Maguire - Big Banks In Trouble As Major LBMA Default Nears

"On the heels of continued volatility in the gold and silver markets, today the man who three weeks ago correctly predicted gold would surge above $1,300, is now warning King World News that the LBMA is now moving closer to a major “default.”  London metals trader Andrew Maguire also spoke with KWN about what the big banks so incredibly worried at this point.  Below is what Maguire had to say in this tremendous and timely interview.

Maguire:  “People will ask me, ‘With such strong physical demand, how can the price (of gold) be going down?’  The answer is simple.  Physical gold is completely unleveraged.  Synthetic Comex supply is not gold at all, it’s just fake supply, and it temporarily overwhelms the underlying (true physical) demand.  

It’s pretty easy to do if you are the Fed.  The Fed has a complete visibility into the (trading) ‘book,’ and knows exactly how much synthetic gold to dump into the market at any time to overcome the ‘bid stack,’ and ignite the algorithm-driven momentum follow through selling.  It’s their (the Fed’s) game....

“It allows the two primary bullion bank operatives to front-run, on inside information, for their own book too.  And when a single entity instantly dumps, like after the FOMC (Meeting), over 35 tons of synthetic gold into the market, it’s giving the algorithm-driven market a temporary ability to overwhelm any unleveraged physical demand.

This is the last vestiges of the tail wagging the dog, though, as each time they do this physical buyers take the spot price.  They (then) step up into the (London) fix demanding to convert these paper purchases into real bullion.  Speaking of London, Eric, the physical market is where the rubber actually meets the road.

Converting so much paper gold into bullion is stressing out (the existing) between 90 - 1 and 100 - 1 leverage of available supplies.  This was never, ever anticipated to happen (by the bullion banks or the Fed).  The bulk of all LBMA bank accounts are held in unallocated form.  It’s amazing how few institutions even realize this.

That includes billions (of dollars) of pension fund holdings.  What amazes me, Eric, is when speaking to these (pension fund) managers they actually believe they have access to the physical (gold), or (that) they can convert these holdings into allocated form on demand.  That could not be further from the truth.  

When applying for an LBMA bullion account, an investor (or entity) is steered into the lower cost unallocated option on the premise that it’s much cheaper carrying costs than buying bullion in allocated serial-numbered form.  But after reading this ‘boilerplate’ unallocated small print, it becomes absolutely clear there is zero physical to back up these (unallocated) bullion holdings.  In other words, the bullion account is actually set up no differently than a regular bank account where you simply receive a ledger receipt for your cash deposit.  

By default, you (have then) just become a creditor of the bullion bank, and that’s a bank (where) you have zero visibility into their health.  As we know, these accounts are no more than highly leveraged, rehypothecated structures that for decades have completely distorted true supply/demand fundamentals. 
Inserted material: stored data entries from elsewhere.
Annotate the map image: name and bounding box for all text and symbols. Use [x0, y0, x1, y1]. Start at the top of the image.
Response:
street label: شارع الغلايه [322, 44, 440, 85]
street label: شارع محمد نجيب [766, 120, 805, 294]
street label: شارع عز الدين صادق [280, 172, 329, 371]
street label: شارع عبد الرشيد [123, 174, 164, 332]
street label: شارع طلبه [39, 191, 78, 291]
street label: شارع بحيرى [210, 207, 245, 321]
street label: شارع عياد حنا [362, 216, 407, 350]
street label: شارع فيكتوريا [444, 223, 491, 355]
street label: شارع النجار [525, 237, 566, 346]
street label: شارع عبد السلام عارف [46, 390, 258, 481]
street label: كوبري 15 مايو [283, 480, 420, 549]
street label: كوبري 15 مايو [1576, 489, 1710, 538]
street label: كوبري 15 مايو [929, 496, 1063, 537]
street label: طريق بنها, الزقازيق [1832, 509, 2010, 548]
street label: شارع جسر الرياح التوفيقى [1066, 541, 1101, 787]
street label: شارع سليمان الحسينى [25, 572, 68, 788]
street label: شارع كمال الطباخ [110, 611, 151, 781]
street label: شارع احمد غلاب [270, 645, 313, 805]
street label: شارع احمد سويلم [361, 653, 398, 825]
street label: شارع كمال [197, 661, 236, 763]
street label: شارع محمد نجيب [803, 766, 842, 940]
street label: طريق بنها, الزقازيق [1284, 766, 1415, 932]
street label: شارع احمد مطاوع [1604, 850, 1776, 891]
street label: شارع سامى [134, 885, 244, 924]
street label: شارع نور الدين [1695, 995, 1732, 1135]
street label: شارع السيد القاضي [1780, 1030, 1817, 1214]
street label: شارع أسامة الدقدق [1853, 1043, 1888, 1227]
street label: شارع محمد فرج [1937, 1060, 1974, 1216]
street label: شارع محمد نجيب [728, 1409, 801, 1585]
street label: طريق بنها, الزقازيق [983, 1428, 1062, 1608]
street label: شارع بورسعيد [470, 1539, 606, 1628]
China is now poaching -- financing these forward agreements away from these traditional LBMA bullion banks -- ruining their ability to roll forward many of these leveraged positions that (have) kept this Ponzi scheme (at the LBMA) going.  People have to understand this is a game-changer, Eric.  It forces the bullion banks to ‘pay the piper.’  They (bullion banks) have to mark longstanding, over-collateralized, rehypothecated gold and silver positions to market.  This means buying physical to do so.

This starts to bring supply/demand fundamentals to the forefront.  These positions are put on, and over time they were rolled again and again and again, allowing them to be collateralized as we said, 100 times over.  And (at that time) the bullion banks had full control of the US and London markets.  

However, this unanticipated physical demand is removing this underlying physical (gold) out of their control.  This is a big deal.  The high leverage in the paper markets, based upon one ounce for every rehypothecated 100 ounces employed in the market, this ‘anchor’ has now come loose.  

Unfortunately, for the bullion banks leverage works in two ways, and what we are seeing now is the start of a ‘forced unwind’ of these rehypothecated positions.  There is simply not enough physical (gold) for them to cover (their) positions, and that’s why we will see a default (at the LBMA).”